What is expected:
Write out the data exactly from its first line onward, ending with the line in which "Find all labels, symbols" appears.

The records:
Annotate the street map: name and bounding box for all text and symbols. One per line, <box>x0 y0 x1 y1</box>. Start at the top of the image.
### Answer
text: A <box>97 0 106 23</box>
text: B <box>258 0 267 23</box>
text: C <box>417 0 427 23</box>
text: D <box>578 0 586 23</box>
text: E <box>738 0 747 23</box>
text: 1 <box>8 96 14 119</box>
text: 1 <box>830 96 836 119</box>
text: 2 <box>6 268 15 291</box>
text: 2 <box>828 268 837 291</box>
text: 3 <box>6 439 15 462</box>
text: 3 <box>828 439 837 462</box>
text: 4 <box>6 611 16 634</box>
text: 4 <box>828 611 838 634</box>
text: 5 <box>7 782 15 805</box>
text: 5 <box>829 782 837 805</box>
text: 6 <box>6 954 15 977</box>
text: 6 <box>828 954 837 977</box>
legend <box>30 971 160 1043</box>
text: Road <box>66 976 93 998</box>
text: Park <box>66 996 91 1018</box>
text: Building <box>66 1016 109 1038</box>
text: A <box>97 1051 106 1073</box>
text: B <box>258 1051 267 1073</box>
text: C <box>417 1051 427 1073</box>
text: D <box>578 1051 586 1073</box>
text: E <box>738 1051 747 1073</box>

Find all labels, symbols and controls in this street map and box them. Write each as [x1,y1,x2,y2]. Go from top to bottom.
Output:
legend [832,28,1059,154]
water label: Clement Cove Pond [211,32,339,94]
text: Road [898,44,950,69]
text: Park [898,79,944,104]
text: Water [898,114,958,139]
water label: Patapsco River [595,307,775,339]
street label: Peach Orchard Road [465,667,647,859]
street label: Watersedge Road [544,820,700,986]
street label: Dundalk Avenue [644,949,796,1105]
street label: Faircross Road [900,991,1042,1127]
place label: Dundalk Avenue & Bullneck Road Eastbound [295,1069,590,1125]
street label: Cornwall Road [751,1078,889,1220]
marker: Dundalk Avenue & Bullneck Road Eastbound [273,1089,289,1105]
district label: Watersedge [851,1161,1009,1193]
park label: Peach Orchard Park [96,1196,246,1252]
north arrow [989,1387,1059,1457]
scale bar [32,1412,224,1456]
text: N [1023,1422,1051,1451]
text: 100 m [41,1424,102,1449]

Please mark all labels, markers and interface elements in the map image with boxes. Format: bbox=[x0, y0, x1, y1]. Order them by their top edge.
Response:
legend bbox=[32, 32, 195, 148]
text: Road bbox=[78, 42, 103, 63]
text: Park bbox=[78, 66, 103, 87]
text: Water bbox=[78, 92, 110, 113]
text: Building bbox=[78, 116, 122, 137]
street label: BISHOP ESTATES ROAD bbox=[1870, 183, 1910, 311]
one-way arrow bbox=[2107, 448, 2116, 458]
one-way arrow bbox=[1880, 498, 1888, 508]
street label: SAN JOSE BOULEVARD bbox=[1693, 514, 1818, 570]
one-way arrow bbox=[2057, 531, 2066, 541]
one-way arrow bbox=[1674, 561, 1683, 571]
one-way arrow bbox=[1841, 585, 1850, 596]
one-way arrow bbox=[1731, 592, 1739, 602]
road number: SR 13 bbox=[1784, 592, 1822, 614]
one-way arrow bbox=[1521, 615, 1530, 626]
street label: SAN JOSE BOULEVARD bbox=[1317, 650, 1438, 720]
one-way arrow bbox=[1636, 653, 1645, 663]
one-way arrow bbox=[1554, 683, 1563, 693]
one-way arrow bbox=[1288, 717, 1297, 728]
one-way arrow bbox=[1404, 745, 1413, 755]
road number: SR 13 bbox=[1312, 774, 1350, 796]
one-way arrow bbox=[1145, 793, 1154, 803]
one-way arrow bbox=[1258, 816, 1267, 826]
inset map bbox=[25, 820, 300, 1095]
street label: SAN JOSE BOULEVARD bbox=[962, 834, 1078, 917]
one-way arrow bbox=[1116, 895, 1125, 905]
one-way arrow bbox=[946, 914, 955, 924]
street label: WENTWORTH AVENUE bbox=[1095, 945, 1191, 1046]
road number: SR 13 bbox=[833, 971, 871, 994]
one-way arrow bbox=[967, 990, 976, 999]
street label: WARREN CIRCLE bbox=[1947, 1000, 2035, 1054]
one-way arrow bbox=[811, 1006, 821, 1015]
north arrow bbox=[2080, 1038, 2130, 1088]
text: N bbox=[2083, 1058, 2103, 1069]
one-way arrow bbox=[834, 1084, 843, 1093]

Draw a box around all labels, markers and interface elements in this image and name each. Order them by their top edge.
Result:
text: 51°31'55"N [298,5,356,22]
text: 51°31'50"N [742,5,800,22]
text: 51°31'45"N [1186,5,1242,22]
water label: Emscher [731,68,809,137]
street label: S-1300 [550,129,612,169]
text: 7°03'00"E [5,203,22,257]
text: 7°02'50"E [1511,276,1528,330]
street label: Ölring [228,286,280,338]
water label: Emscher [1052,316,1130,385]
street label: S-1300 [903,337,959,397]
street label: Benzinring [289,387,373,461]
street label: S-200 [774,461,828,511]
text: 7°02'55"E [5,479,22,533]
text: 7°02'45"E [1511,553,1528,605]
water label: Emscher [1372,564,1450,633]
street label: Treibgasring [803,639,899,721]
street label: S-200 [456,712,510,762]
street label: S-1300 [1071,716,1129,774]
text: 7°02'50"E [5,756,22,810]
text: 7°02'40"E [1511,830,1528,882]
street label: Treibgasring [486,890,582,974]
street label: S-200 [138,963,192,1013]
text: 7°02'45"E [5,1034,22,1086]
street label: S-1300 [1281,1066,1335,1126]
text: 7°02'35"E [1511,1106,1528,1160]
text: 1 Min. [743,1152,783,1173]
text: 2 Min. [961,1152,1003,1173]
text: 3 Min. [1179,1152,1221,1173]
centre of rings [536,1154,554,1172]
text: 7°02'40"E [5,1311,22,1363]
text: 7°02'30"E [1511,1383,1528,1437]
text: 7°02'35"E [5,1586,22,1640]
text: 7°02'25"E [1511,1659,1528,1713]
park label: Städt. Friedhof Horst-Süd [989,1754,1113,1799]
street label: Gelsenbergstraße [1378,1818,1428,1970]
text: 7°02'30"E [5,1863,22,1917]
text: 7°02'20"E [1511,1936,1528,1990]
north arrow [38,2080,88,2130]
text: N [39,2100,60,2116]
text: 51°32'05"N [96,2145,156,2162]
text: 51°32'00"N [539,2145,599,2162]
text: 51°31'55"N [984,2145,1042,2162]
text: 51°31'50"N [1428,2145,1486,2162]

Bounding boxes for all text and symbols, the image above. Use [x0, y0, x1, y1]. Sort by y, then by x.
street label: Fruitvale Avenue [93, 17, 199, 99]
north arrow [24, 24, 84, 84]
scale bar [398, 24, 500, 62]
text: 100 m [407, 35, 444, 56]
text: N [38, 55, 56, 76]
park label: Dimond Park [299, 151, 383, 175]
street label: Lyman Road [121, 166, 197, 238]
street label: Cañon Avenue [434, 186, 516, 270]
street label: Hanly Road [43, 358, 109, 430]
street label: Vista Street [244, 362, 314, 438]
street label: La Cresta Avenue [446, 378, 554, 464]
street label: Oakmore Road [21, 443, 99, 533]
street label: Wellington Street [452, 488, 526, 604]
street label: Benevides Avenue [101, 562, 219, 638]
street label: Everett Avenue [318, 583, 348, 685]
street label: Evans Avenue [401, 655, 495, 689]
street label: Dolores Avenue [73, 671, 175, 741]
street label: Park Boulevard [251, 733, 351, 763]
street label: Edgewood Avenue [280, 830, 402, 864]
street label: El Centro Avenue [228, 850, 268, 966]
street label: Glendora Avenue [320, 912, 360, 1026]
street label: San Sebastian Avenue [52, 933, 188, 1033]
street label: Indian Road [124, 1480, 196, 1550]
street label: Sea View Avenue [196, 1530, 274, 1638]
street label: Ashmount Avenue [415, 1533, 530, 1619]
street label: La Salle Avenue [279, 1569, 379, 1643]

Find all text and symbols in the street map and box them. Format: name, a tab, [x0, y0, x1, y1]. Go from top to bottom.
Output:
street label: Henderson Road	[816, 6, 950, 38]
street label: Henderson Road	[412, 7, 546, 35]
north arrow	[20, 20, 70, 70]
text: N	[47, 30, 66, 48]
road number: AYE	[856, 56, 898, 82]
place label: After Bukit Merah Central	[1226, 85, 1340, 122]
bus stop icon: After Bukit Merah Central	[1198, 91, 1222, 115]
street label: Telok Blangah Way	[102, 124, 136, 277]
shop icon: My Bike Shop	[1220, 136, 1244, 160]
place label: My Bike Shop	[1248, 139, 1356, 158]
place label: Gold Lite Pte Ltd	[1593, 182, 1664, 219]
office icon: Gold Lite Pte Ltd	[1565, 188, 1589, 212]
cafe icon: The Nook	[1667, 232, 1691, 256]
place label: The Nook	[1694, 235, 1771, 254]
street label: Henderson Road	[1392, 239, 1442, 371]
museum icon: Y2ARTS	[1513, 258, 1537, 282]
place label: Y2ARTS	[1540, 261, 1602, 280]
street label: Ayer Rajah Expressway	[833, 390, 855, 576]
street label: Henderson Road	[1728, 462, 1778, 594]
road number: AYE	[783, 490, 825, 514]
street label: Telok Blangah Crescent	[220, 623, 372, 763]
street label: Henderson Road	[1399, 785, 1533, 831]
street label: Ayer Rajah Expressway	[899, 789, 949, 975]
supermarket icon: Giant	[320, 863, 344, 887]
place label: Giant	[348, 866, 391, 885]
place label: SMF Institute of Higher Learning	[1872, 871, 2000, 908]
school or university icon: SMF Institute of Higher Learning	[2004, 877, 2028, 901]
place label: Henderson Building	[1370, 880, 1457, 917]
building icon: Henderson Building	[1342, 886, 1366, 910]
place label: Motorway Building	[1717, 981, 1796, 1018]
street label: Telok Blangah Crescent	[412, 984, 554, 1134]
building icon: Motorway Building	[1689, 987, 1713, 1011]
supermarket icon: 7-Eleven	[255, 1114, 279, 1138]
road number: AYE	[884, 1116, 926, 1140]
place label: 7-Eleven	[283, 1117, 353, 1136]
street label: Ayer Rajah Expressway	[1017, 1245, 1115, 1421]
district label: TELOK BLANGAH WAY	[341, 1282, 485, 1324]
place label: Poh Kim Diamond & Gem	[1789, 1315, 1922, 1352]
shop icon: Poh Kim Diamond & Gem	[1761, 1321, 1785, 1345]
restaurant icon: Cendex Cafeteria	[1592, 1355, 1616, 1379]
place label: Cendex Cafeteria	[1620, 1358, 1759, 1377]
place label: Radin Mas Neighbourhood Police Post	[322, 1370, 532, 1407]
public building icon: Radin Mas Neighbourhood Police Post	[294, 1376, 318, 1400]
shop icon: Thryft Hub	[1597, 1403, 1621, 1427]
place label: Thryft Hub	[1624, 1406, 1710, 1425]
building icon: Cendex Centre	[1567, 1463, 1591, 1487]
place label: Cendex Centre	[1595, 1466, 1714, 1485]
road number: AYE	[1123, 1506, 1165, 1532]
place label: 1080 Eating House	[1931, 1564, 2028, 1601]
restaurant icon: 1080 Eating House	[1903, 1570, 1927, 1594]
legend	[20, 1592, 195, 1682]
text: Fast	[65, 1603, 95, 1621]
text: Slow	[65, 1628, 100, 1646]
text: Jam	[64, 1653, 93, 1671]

Result of this task:
Annotate the street map: name and bounding box for all text and symbols. One per line, <box>x0 y0 x1 y1</box>. Start at the top of the image.
### Answer
text: A <box>97 0 106 23</box>
text: B <box>258 0 267 23</box>
text: C <box>417 0 427 23</box>
text: D <box>578 0 586 23</box>
text: E <box>738 0 747 23</box>
text: 1 <box>8 96 14 119</box>
text: 1 <box>830 96 836 119</box>
text: 2 <box>6 268 15 291</box>
text: 2 <box>828 268 837 291</box>
text: 3 <box>6 439 15 462</box>
text: 3 <box>828 439 837 462</box>
text: 4 <box>6 611 16 634</box>
text: 4 <box>828 611 838 634</box>
text: 5 <box>7 782 15 805</box>
text: 5 <box>829 782 837 805</box>
text: 6 <box>6 954 15 977</box>
text: 6 <box>828 954 837 977</box>
legend <box>30 971 160 1043</box>
text: Road <box>66 976 93 998</box>
text: Park <box>66 996 91 1018</box>
text: Building <box>66 1016 109 1038</box>
text: A <box>97 1051 106 1073</box>
text: B <box>258 1051 267 1073</box>
text: C <box>417 1051 427 1073</box>
text: D <box>578 1051 586 1073</box>
text: E <box>738 1051 747 1073</box>

Find all labels, symbols and controls in this street map and box them. Write each as [x1,y1,x2,y2]. Go from top to bottom.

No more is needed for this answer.